Statistical Arbitrage in Financial Markets

Long-Term Capital Management (LTCM) was a hedge fund founded in the early 1990s by former Salomon Brothers trader, John Meriwether and led by two Nobel Prize Laureates, Myron Scholes and Robert C. Merton. At LTCM, their team used complex mathematical models to derive trading profits from leveraged investments until their ultimate collapse in 1998.

Fischer Black, October 1975. Myron S. Scholes, November 1970. (Source)

You may have heard these names before - they are the same Scholes and Merton from the Black-Scholes-Merton model. Their models are still used today by millions of economists and financial professionals primarily to value "options" - a type of financial instrument with value derived from underlying securities (such as stocks). You may encounter options if you work at a startup or trade call or put options on a public exchange.

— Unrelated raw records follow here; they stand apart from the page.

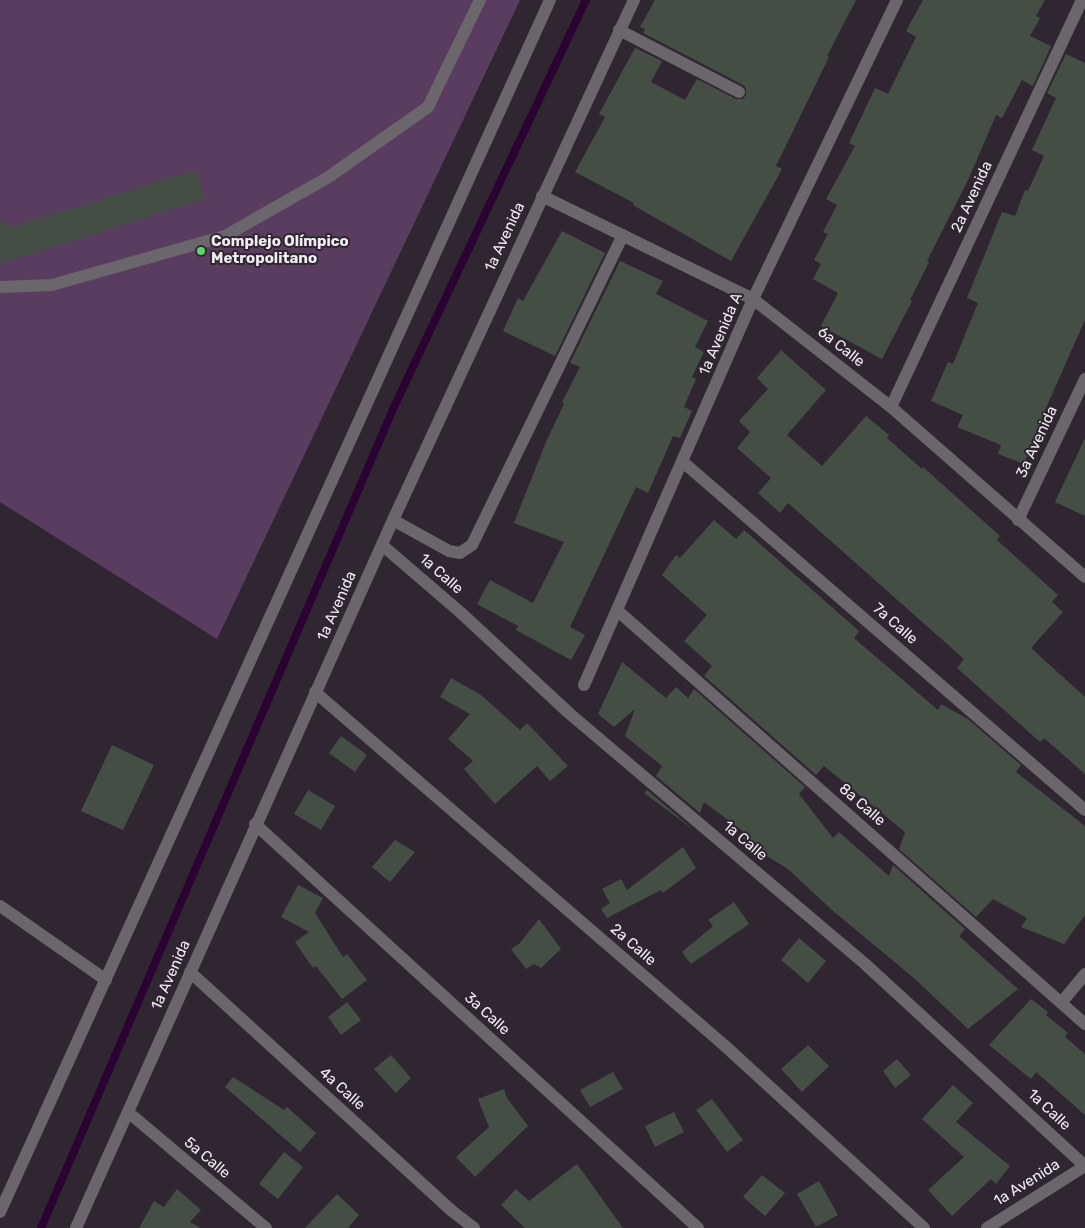 <!DOCTYPE html>
<meta charset="utf-8">
<style>
body{margin:0}
canvas{display:block;background:#2f2631}
</style>
<canvas width="1085" height="1228"></canvas>
<script>
const context = document.querySelector('canvas').getContext('2d');
context.lineJoin = 'round';
function paint(path, color) { context.fillStyle = color; context.fill(path, 'evenodd'); }
function strokePath(path, color, width, dash) { context.strokeStyle = color; context.lineWidth = width; context.lineCap = dash ? 'butt' : 'round'; context.setLineDash(dash || []); context.stroke(path); }
function write(font, color, halo, rows, align = 'center') {
  context.font = font + ' Rubik,sans-serif'; context.lineWidth = 4; context.setLineDash([]); context.textBaseline = 'middle'; context.strokeStyle = halo; context.fillStyle = color; for (const [text, x, y, turn = 0] of rows) {
    context.save(); context.translate(x, y); context.rotate((+turn || 0) * Math.PI / 180); context.textAlign = isNaN(turn) ? turn : align; if (halo) context.strokeText(text, 0, 0); context.fillText(text, 0, 0); context.restore();
  }
}
paint(new Path2D(`
 M0 0H520L217 639 0 502Z`), '#593d5f');
strokePath(new Path2D(`
 M41 1228 394 407 586 0`), '#2b0332', 8);
paint(new Path2D(`
 M655 0H856L827 56 829 57 776 166 782 169 731 261 633 205 634 203 575 172 605 117 599 114 635 48 662 61 651 82 685 100 697 79 736 99H743L746 95V88L743 85 643 33 645 29 640 27Z
 M923 0H1045L1036 16 1040 18 1030 36 1051 46 1033 86 1022 80 1002 118 996 115 968 180 927 261 929 262 910 300 912 301 882 359 821 326 838 293 813 279 821 264 814 260 828 234 823 232 837 205 826 199 855 146 849 143 875 88 888 94 916 37 906 31Z
 M1066 54 1085 63V320L1041 419H1042L1024 464 998 454 1001 445 957 427 963 415 931 401 948 362 953 364 978 303 967 298 1002 212 1015 216 1025 190 1028 191 1044 156 1032 150 1056 98 1047 93Z
 M196 170 205 199 0 264V221L12 227Z
 M562 231 605 253 555 356 503 331 518 298 523 301Z
 M620 261 663 281 656 294 708 321 695 347 704 352 692 377 696 379 684 407 692 411 680 438 673 436 648 493 636 487 570 627 585 635 571 660 516 630 518 626 477 604 490 580 533 603 564 542 514 523 546 442 564 404 562 402 580 367 570 363Z
 M781 350 826 390 787 435 822 466 866 416 889 435 887 438 922 469 923 467 1000 536 997 540 1058 595 1052 602 1063 612 1031 648 1085 697V774L1044 738 1040 742 957 668 964 659 788 503 780 513 758 493 771 478 737 448 750 432 739 421 768 389 757 378Z
 M1085 438V516L1055 502Z
 M714 520 736 539 744 530 859 631 854 638 938 710 941 704 968 719 1021 765 1016 772 1085 826V915L1064 944 1021 927 1027 918 993 899 976 917 899 849 905 832 824 766 816 775 704 676 712 666 684 641 707 615 662 575 676 555 680 558Z
 M622 662 666 698 676 687 688 698 694 689 805 787 799 794 833 838 839 832 889 876 893 865 965 929 959 936 1018 989 968 1029 915 979 832 910 788 869 752 847 740 836 744 832 704 802 700 813 656 776 662 766 625 736 635 709 614 727 598 714Z
 M451 678 481 695 520 730 527 723 568 766 550 781 537 766 495 804 464 769 473 761 448 739 470 714 440 697Z
 M341 736 367 755 355 772 329 753Z
 M112 745 154 765 123 830 81 811Z
 M308 790 335 806 321 830 294 814Z
 M647 790 694 830 644 793Z
 M395 840 415 852 390 882 372 867Z
 M683 847 696 868 663 893 661 890 607 918 601 909 610 903 602 889 621 879 627 890Z
 M298 885 323 898 315 913 343 957 347 954 367 980 342 999 316 966 313 968 295 942 309 932 281 917Z
 M734 902 749 924 691 964 682 952 713 926 708 920Z
 M539 919 561 949 541 968 534 964 526 969 511 949 519 944Z
 M799 938 826 961 808 983 781 960Z
 M1031 999 1048 1012 1046 1015 1068 1033 1065 1037 1085 1054V1115L1036 1072 1031 1079 989 1045Z
 M347 1002 361 1020 341 1035 328 1017Z
 M808 1045 829 1066 802 1092 781 1069Z
 M391 1055 411 1078 396 1093 374 1069Z
 M897 1059 911 1075 895 1088 883 1071Z
 M613 1072 623 1089 590 1107 580 1090Z
 M233 1077 284 1110 287 1107 316 1133 300 1152 225 1087Z
 M953 1085 973 1103 956 1122 1010 1166 996 1184 991 1179 952 1216 928 1190 964 1157 922 1119Z
 M504 1089 507 1098 528 1126 475 1177 456 1157 489 1127 478 1099Z
 M712 1099 743 1140 727 1152 696 1110Z
 M674 1112 684 1132 655 1147 645 1126Z
 M284 1152 303 1167 278 1199 259 1184Z
 M577 1164 623 1228H525L501 1205 516 1189 529 1201Z
 M762 1175 785 1193 765 1216 743 1197Z
 M819 1181 838 1215 816 1227 797 1194Z
 M177 1189 201 1210 190 1222 201 1228H139L154 1201 164 1207Z
 M337 1194 359 1215 348 1228H305Z`), '#444e44');
strokePath(new Path2D(`
 M619 30 739 92
 M542 196 753 299 891 407 1085 577
 M0 287 52 285 225 236 327 178 428 107 480 0
 M891 407 1082 0
 M683 462 1085 810
 M393 520 449 551 460 553 472 545 623 235
 M1018 520 1085 379
 M382 545 460 612 570 714 864 963 1085 1166
 M618 611 1085 1024
 M584 685 753 299 897 0
 M315 692 724 1045 924 1228
 M255 824 698 1228
 M0 906 106 980
 M190 972 452 1211 474 1228
 M1061 1003 1085 974
 M128 1112 266 1228
 M0 1212 550 0
 M76 1228 393 520 634 0
 M987 1228 1085 1166`), '#6a666b', 12);
for (const [x, y, r, color] of [
 [201,251,5,"#60d56b"]
]) { const dot = new Path2D(); dot.arc(x, y, r, 0, 2 * Math.PI); context.fillStyle = color; context.fill(dot); strokePath(dot, '#2f2631', 2); }
write('15px', '#f1ecf2', '#2f2631', [
 ["2a Avenida",972,197,-65],
 ["1a Avenida",505,237,-65],
 ["1a Avenida A",721,334,-67],
 ["6a Calle",841,347,38],
 ["3a Avenida",1037,442,-65],
 ["1a Calle",441,574,41],
 ["1a Avenida",337,606,-66],
 ["7a Calle",895,624,41],
 ["8a Calle",862,805,41],
 ["1a Calle",745,841,40],
 ["2a Calle",633,945,41],
 ["1a Avenida",171,975,-66],
 ["3a Calle",487,1014,42],
 ["4a Calle",342,1089,42],
 ["1a Calle",1049,1110,43],
 ["5a Calle",207,1158,40],
 ["1a Avenida",1027,1183,-32]
]);
write('bold 15px', '#f1ecf2', '#2f2631', [
 ["Complejo Olímpico",211,242],
 ["Metropolitano",211,259]
], 'left');
</script>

The story of LTCM is fascinating one and also a cautionary tale for applying mathematics in finance.

Gaining steam

Having a team of some of the most connected and brightest minds in finance meant LTCM was able to easily raise funds on Wall Street. LTCM's founders had stellar reputations and investors were honored to participate. Most were already well versed in their contributions to finance. In a matter of months they were able to raise more than $3 billion and that grew substantially as LTCM outperformed the S&P500 consistently for the first three years. Much of LTCM's capital was composed of funds from the same financial professionals with whom it traded.

Working out of an office in Greenwich, Connecticut, LTCM kept their strategies secret. Investors paid $10 million or more to get into the fund. They were not permitted to take the money out for three years or inquire about LTCM investing strategies.

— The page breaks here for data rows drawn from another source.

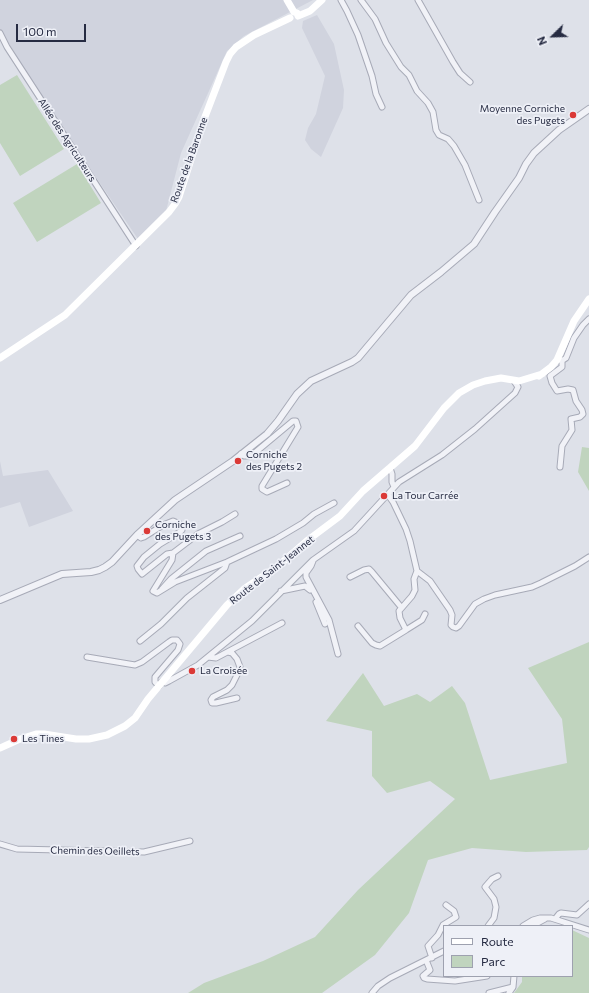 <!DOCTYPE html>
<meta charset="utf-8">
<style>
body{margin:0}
#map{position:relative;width:589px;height:993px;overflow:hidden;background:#dee1e9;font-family:Commissioner,sans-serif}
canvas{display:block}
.legend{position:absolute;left:443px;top:925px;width:130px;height:52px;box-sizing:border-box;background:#eef0f7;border:1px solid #9ea1af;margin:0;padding:5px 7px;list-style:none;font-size:12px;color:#262b42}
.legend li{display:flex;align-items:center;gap:8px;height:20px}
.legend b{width:20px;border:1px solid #9ea1af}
.north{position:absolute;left:533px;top:16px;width:40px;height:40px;-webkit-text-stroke:3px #eef0f7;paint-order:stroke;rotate:247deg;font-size:11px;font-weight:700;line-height:16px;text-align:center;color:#262b42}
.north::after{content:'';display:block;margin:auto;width:14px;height:18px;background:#262b42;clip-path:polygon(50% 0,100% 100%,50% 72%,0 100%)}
.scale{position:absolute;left:16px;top:24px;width:70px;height:18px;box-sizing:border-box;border:2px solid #262b42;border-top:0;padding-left:5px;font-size:12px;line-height:14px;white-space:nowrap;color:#262b42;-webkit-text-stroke:3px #eef0f7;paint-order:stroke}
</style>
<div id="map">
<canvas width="589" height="993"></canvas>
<ul class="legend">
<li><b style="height:5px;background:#fff"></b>Route</li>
<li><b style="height:11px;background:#c0d4be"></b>Parc</li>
</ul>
<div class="north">N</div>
<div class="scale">100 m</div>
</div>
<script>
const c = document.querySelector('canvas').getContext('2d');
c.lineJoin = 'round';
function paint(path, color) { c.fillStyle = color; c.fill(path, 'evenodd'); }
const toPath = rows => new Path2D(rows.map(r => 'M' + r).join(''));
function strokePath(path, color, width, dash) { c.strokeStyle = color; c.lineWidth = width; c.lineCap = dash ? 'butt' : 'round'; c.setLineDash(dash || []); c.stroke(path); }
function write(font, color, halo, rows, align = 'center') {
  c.font = font + ' Commissioner,sans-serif'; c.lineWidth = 3.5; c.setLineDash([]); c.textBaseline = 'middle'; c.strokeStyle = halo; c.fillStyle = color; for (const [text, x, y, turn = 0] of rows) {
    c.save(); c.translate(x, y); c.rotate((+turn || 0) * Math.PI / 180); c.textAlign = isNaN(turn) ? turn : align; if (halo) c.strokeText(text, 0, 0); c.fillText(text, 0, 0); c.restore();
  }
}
paint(toPath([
 [0,0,313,0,244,36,227,51,181,153,166,211,138,239,46,104,0,29],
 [317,15,334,44,344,90,343,108,321,157,311,149,305,140,308,128,316,114,325,76,302,28,303,21],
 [0,461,3,476,48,470,73,511,29,527,20,502,0,508]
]), '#d0d3de');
paint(toPath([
 [17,75,64,149,20,176,0,143,0,85],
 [77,164,101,203,37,242,13,203],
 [582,447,589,448,589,491,578,472],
 [589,642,589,847,587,850,526,852,472,848,428,860,409,913,375,955,322,993,188,993,204,983,263,961,315,937,358,890,455,799,430,781,387,793,372,776,372,731,326,721,363,673,384,706,417,694,430,702,452,686,465,703,490,780,567,763,562,719,528,668],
 [572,930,589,938,589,993,514,993,522,982,522,976,572,976]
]), '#c0d4be');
const minor = toPath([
 [341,0,347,11,358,35,372,76,376,94,382,107],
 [361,0,375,19,386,43,401,67,409,75,417,91,428,103,433,112,436,130,439,135,448,139,454,146,465,165,479,200],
 [418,0,453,62,460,73,470,82],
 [0,33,7,47,136,246],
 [559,360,563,360,566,358,574,338,583,325,589,319],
 [241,454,244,456,251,456,293,421,296,421,298,427,262,486,262,489,267,492,287,483],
 [560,467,562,446,572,430,571,419,580,417,583,414,582,410,576,401,573,390,568,389,557,391,552,383,550,376,562,367,562,360],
 [390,468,392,474,392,482,394,487],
 [388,495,393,502,406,529,410,541,417,571,430,581,450,610,452,615,451,625,453,627,456,628,459,626,475,604,484,599,495,595,532,587,541,583,575,566,589,557],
 [137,535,141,538,144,537,163,525,173,521,180,524,182,527,182,530,180,532,160,544,144,557,137,566,138,569,142,574,167,554,173,553,172,560,153,591,157,593,175,582,227,562,276,539,303,523,314,514,334,503],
 [173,553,198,534,222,522,235,514],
 [313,561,311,566,306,573,306,577,329,620,338,654],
 [350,577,364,570,369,569,372,572,401,607],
 [162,589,171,579,206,551,240,536],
 [281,591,305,586,310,590],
 [316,602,325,624],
 [358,626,372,643,376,645,380,646,406,630,400,618,399,611,412,596,415,590,414,579,417,571],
 [406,630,422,620,425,614],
 [140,641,161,624,187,598,225,568,227,562],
 [228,652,232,653,237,659,240,667,239,671,232,685,227,690,213,697,211,700,212,703,216,703,237,698],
 [87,657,135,665,142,662,169,642,172,640,177,640,180,644,178,650,155,677,155,682,159,686],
 [208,657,216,658,282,623],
 [162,682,165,683,169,681,198,665,252,621,313,560,354,531,399,482,442,455,475,429,515,393,518,387,514,381],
 [0,844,17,849,144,852,190,841],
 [555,919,559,914,561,913,577,915,589,904],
 [488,926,494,918,496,907,494,899,485,887,492,879,498,876],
 [523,926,533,920,540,918,551,918,589,930],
 [532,926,545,919],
 [432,958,428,946,438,935,443,925,456,917,454,911,446,905],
 [426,960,430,970,423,976,424,978,427,979,455,981,487,976],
 [372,993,378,986,390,978,444,951],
 [489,993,513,987],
 [509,993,513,987,514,976]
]);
const tertiary = toPath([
 [0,600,62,574,91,572,99,570,105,567,112,562,137,535,175,500,233,461,267,434,278,421,297,394,311,381,352,362,358,358,411,295,441,272,474,244,495,212,519,178,526,164,534,153,559,130,589,109]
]);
strokePath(minor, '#a7aab7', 7);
strokePath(tertiary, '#a7aab7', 8);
strokePath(minor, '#f1f2f7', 5);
strokePath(tertiary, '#f1f2f7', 6);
strokePath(toPath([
 [287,0,294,12,297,13,298,16],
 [298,16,310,11,322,0],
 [0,358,65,315,169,212,175,204,179,197,203,122,226,62,230,54,236,47,254,35,290,18],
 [539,376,551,367,557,360,574,321,589,299],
 [0,748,20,739,36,734,44,734,76,739,89,739,107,735,125,726,135,718,148,699,227,605,244,589,278,566,308,540,340,516,363,491,415,446,444,408,459,393,473,385,485,381,501,378,519,381,542,374]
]), '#fff', 7);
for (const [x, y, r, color] of [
 [573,115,4,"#db3a37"],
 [238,461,4,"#db3a37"],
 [384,496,4,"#db3a37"],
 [147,531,4,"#db3a37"],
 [192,671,4,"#db3a37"],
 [14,739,4,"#db3a37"]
]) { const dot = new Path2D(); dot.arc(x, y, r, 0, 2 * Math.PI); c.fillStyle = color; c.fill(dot); strokePath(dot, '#eef0f7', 1.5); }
write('10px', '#262b42', '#eef0f7', [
 ["Moyenne Corniche",565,109,"right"],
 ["des Pugets",565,121,"right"],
 ["Corniche",246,455],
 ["des Pugets 2",246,467],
 ["La Tour Carrée",392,496],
 ["Corniche",155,525],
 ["des Pugets 3",155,537],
 ["La Croisée",200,671],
 ["Les Tines",22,739]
], 'left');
write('10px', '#262b42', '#eef0f7', [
 ["Allée des Agriculteurs",67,140,57],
 ["Route de la Baronne",189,160,-70],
 ["Route de Saint-Jeannet",272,570,-38],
 ["Chemin des Oeillets",95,851,1]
]);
</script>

Most of LTCM's investment strategies were based upon hedging against a predictable range of volatility in foreign currencies and bonds. Due to the small spread in arbitrage opportunities, LTCM had to leverage itself highly to make money. At their peak, LTCM had more than $100 billion under management with leveraged investments rumored to be more than $1 trillion.

The Collapse and Bailout

In August of 1998, Russia's declining productivity, high fiscal deficit and unfavorable exchange rates reached a critical point. As a result, the Russian government and the Russian Central Bank devalued their currency and defaulted on its debt. This event and the effects that rippled across financial markets worldwide were well beyond the normal range that LTCM had estimated. LTCM's investments started to crumble.

Bernie Sanders during the LTCM bailout hearing (Source)

In 1998, The Federal Reserve Bank of New York organized a bailout of just over $3.5 billion by major creditors to avoid a wider collapse in the financial markets. Since so many banks and pension funds had invested in LTCM, its problems threatened to push most of them to near bankruptcy.

The demise of LTCM was highly publicized and subsequently analyzed in detail. During bailout hearings, LTCM was criticized for reckless behavior which amounted to the equivalent of gambling. A small group of people's investments threatened global economic stability.

History does not always predict the future

Many of LTCM's many strategies were built on the premise that the price difference between two types of securities (mostly fixed income ex. bonds) would "converge" around its historical mean. Their swap spread strategy was believed to be "mean reverting" and would work unless the difference between two prices exceeded acceptable and unlikely thresholds. The 1998 Russian financial crisis obliterated LTCM's model thresholds and triggered rapid trading losses.

The value of $1,000 invested in LTCM, the Dow Jones Industrial Average and invested monthly in U.S. Treasuries at constant maturity. (Source)

LTCM strategies were once compared to "vacuuming up nickels" from inefficiencies in markets. After LTCM went bust, these same strategies were compared to "picking up pennies in front of a steamroller". It is a very clear example of the classic lesson that history does not always predict the future.

Mimicking LTCM

It is easy to find additional reading material on LTCM including a few entertaining documentaries. If you want to learn more about LTCM I can recommend "When Genius Failed: The Rise and Fall of Long-Term Capital Management" by Roger Lowenstein or the 1999 BBC Horizons Documentary "The Midas Formula".

I wanted to provide enough background to introduce an algorithmic trading strategy that mimics the same strategies used by LTCM.

Fair warning

Here is where things get technical. Some statistics knowledge is needed as well as familiarity with market microstructure and finance in general. A disclaimer is that I would not recommend deploying this strategy but you will also find that it is difficult to succeed in this without commercial discounts on trading fees and reduced slippage.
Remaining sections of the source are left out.